Complete response to treatment will be defined as a return to pre-Lyme health status. Partial response will be defined as the presence of post-Lyme symptoms, while occurrence of new objective signs of Lyme borreliosis will be interpreted as failure.
- Occurrence of objective clinical manifestations of Lyme borreliosis and post-Lyme symptoms at 2 months postenrollment in patients treated for erythema migrans [ Time Frame: Study point: at 2 months post-enrollment. ]
At follow-up at 2 months patients will be examined physically and will be asked an open question about health-related symptoms. Symptoms that will newly develop or worsen since the onset of erythema migrans and which will have no other known medical explanation will be regarded as post-Lyme symptoms.
Complete response to treatment will be defined as a return to pre-Lyme health status.

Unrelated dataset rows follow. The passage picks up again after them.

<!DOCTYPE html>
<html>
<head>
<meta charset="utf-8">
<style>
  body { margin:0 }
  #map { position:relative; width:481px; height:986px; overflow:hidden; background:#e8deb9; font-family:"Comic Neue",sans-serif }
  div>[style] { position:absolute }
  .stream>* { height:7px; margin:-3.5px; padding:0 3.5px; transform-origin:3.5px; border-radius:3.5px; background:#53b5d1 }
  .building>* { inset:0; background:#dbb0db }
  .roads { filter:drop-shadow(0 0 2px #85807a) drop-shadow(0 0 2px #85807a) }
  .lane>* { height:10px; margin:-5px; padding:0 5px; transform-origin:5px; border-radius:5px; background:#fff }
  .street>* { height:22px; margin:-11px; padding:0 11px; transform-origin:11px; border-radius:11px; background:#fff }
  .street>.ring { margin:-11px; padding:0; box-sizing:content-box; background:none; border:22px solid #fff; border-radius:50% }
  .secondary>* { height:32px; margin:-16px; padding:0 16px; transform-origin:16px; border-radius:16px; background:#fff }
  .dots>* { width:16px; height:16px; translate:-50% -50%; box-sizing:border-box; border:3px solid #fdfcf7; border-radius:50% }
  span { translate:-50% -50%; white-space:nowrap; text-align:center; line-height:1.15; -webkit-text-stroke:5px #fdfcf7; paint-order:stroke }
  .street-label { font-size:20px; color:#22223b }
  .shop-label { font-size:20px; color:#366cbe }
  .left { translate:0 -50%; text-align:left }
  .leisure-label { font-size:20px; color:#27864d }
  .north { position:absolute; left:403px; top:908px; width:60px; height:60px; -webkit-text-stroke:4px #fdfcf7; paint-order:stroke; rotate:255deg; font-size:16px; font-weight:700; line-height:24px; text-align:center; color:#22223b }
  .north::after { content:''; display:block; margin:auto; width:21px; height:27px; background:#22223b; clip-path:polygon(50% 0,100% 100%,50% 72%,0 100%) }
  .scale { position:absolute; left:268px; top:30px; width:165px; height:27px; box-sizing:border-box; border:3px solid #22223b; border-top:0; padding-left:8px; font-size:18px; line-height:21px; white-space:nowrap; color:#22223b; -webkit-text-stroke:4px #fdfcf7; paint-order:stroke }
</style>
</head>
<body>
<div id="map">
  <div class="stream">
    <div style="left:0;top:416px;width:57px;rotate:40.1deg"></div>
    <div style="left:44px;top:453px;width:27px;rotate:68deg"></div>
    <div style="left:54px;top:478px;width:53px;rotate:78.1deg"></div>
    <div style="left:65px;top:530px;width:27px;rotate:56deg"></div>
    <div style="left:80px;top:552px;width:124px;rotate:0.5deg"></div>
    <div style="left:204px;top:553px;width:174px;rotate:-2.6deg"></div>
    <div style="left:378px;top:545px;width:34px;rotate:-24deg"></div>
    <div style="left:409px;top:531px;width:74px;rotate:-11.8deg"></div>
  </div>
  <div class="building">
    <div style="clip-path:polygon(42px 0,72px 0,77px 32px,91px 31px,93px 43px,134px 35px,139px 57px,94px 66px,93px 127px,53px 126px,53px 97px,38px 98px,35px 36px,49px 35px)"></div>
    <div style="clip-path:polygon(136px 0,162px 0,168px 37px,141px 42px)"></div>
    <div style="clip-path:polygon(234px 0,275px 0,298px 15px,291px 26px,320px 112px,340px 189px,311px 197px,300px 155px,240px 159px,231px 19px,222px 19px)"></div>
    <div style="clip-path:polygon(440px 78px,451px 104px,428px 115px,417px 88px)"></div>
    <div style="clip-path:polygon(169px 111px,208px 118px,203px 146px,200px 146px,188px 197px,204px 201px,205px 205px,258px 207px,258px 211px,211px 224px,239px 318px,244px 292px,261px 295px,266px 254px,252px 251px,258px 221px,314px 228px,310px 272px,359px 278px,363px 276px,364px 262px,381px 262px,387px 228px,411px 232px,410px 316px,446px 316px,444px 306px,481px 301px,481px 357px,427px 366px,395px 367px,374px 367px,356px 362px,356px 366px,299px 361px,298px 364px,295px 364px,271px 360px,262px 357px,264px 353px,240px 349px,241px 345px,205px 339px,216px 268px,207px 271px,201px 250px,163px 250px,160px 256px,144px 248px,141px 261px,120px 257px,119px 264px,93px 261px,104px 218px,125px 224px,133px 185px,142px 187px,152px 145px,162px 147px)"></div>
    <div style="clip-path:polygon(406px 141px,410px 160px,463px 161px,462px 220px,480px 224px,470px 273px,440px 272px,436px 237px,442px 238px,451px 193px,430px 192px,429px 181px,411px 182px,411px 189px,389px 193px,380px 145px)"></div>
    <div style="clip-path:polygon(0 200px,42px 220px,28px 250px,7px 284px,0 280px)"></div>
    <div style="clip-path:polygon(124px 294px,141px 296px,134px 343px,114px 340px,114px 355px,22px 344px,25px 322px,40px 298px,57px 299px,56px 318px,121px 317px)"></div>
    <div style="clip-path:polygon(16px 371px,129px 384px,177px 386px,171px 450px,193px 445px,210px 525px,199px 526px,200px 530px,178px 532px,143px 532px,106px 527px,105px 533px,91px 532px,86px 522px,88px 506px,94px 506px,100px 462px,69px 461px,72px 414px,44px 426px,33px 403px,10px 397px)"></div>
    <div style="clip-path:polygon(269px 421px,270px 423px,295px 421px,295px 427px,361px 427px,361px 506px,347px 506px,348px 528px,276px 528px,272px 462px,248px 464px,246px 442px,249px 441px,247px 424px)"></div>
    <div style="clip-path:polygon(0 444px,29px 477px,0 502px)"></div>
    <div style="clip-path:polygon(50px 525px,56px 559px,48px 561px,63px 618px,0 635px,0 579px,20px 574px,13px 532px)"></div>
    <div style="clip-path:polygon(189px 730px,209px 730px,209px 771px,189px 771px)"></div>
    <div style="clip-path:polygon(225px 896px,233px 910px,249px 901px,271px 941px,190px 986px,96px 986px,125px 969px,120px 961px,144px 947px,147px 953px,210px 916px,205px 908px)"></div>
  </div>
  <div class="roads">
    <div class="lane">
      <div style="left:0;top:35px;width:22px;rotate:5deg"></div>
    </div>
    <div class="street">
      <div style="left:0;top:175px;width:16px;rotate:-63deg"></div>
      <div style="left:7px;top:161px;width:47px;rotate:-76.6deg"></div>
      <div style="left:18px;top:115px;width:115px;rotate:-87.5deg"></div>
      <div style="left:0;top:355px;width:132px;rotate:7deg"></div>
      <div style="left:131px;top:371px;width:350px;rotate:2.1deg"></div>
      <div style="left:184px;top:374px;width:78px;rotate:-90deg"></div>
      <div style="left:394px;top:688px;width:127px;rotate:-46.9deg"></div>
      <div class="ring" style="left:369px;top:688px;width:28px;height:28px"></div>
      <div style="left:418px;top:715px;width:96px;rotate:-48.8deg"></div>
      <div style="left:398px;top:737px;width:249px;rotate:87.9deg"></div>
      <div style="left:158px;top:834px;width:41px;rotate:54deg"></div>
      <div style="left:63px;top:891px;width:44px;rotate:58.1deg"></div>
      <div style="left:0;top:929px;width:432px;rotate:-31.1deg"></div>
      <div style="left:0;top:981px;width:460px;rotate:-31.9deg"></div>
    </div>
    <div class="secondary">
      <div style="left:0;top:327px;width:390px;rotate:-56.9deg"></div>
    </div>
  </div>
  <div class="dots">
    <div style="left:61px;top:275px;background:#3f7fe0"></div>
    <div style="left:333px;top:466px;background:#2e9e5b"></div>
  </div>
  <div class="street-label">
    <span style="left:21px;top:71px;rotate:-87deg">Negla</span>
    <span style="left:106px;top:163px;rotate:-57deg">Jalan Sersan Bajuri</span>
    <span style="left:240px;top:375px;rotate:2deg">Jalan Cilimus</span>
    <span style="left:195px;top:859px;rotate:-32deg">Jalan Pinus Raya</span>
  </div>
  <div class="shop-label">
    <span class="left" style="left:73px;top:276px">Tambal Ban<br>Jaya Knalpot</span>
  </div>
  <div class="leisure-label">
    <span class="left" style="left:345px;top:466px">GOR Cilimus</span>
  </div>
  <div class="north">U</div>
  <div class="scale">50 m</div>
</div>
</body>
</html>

Partial response will be defined as the presence of post-Lyme symptoms, while occurrence of new objective signs of Lyme borreliosis, and/ or persistence of borreliae as detected by culture of skin re-biopsy sample, and/or persistence of erythema migrans at more than 2 months post-treatment will be interpreted as failure.
- Occurrence of objective clinical manifestations of Lyme borreliosis and post-Lyme symptoms at 6 months postenrollment in patients treated for erythema migrans [ Time Frame: Study point: at 6 months post-enrollment. ]
At follow-up at 6 months patients will be examined physically and will be asked an open question about health-related symptoms. Symptoms that will newly develop or worsen since the onset of erythema migrans and which will have no other known medical explanation will be regarded as post-Lyme symptoms.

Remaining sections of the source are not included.